TASK ITEM: Working from the entries below, count every line that includes the word "canvas". Return the figure alone.

--

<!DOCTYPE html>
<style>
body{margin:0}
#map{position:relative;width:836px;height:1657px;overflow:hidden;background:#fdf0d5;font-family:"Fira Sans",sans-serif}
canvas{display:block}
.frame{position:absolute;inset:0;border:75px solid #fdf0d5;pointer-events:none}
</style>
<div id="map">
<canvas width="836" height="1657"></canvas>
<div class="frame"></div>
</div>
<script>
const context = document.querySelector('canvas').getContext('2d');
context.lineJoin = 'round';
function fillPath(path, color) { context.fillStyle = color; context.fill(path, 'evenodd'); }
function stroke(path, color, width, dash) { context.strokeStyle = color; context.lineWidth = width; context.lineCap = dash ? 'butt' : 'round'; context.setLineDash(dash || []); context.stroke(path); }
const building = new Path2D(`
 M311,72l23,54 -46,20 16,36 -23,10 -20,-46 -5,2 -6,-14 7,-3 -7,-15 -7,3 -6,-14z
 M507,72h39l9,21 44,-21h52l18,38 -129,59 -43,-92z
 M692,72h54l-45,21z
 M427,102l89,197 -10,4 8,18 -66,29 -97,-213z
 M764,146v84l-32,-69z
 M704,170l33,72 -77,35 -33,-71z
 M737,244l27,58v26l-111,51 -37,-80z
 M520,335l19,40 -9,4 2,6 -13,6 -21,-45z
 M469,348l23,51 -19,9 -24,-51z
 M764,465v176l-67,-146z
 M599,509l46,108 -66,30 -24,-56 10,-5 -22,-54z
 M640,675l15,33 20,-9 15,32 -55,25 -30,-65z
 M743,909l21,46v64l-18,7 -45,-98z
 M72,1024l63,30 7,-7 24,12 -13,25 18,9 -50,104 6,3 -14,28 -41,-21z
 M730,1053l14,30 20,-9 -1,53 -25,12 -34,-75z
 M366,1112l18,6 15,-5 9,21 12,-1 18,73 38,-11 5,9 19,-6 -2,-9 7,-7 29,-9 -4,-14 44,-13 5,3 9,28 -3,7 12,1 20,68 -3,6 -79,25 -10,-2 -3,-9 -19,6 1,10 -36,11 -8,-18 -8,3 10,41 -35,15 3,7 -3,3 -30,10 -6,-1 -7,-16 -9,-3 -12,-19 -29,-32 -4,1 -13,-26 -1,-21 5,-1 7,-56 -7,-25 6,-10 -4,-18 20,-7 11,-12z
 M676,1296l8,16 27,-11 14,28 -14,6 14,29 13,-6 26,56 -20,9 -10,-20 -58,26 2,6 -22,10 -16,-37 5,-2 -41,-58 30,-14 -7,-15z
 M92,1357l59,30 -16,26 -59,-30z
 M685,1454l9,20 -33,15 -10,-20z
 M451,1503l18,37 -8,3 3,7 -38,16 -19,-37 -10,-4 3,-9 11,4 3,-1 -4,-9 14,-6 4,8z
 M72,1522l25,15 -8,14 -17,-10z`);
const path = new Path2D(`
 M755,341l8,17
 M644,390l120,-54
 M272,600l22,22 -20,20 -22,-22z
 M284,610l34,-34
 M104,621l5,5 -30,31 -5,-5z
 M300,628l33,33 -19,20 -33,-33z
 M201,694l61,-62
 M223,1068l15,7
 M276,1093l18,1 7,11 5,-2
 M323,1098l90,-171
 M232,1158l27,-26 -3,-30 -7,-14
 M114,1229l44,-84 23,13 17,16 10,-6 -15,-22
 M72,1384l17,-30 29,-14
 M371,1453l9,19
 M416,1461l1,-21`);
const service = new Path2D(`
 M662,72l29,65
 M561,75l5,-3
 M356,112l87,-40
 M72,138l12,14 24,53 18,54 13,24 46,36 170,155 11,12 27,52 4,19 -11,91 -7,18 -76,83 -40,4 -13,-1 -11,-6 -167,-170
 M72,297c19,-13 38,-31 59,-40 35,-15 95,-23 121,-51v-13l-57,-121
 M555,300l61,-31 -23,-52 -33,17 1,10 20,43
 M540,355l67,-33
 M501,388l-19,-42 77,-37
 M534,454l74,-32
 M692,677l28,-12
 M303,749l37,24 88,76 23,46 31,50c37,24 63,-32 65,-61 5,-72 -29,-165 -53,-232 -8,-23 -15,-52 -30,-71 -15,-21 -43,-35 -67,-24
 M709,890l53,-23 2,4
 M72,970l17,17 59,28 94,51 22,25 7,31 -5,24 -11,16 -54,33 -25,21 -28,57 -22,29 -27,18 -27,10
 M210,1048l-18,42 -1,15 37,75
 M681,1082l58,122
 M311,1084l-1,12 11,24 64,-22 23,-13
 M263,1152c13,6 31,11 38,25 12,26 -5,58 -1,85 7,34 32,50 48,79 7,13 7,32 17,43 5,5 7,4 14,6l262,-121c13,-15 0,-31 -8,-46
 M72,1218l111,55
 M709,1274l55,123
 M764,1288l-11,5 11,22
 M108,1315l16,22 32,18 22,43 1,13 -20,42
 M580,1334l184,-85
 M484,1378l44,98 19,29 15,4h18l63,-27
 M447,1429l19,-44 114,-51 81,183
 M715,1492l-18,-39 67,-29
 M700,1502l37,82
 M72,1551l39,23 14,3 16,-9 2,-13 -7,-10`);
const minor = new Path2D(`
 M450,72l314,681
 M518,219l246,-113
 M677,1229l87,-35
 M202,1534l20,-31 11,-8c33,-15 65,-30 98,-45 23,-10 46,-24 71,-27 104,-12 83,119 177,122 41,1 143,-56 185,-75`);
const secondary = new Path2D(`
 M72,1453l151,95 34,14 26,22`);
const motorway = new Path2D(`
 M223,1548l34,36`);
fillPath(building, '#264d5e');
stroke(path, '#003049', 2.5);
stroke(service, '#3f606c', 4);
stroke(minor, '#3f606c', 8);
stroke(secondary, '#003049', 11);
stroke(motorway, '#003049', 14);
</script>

--

RESPONSE TO THE EXERCISE: 3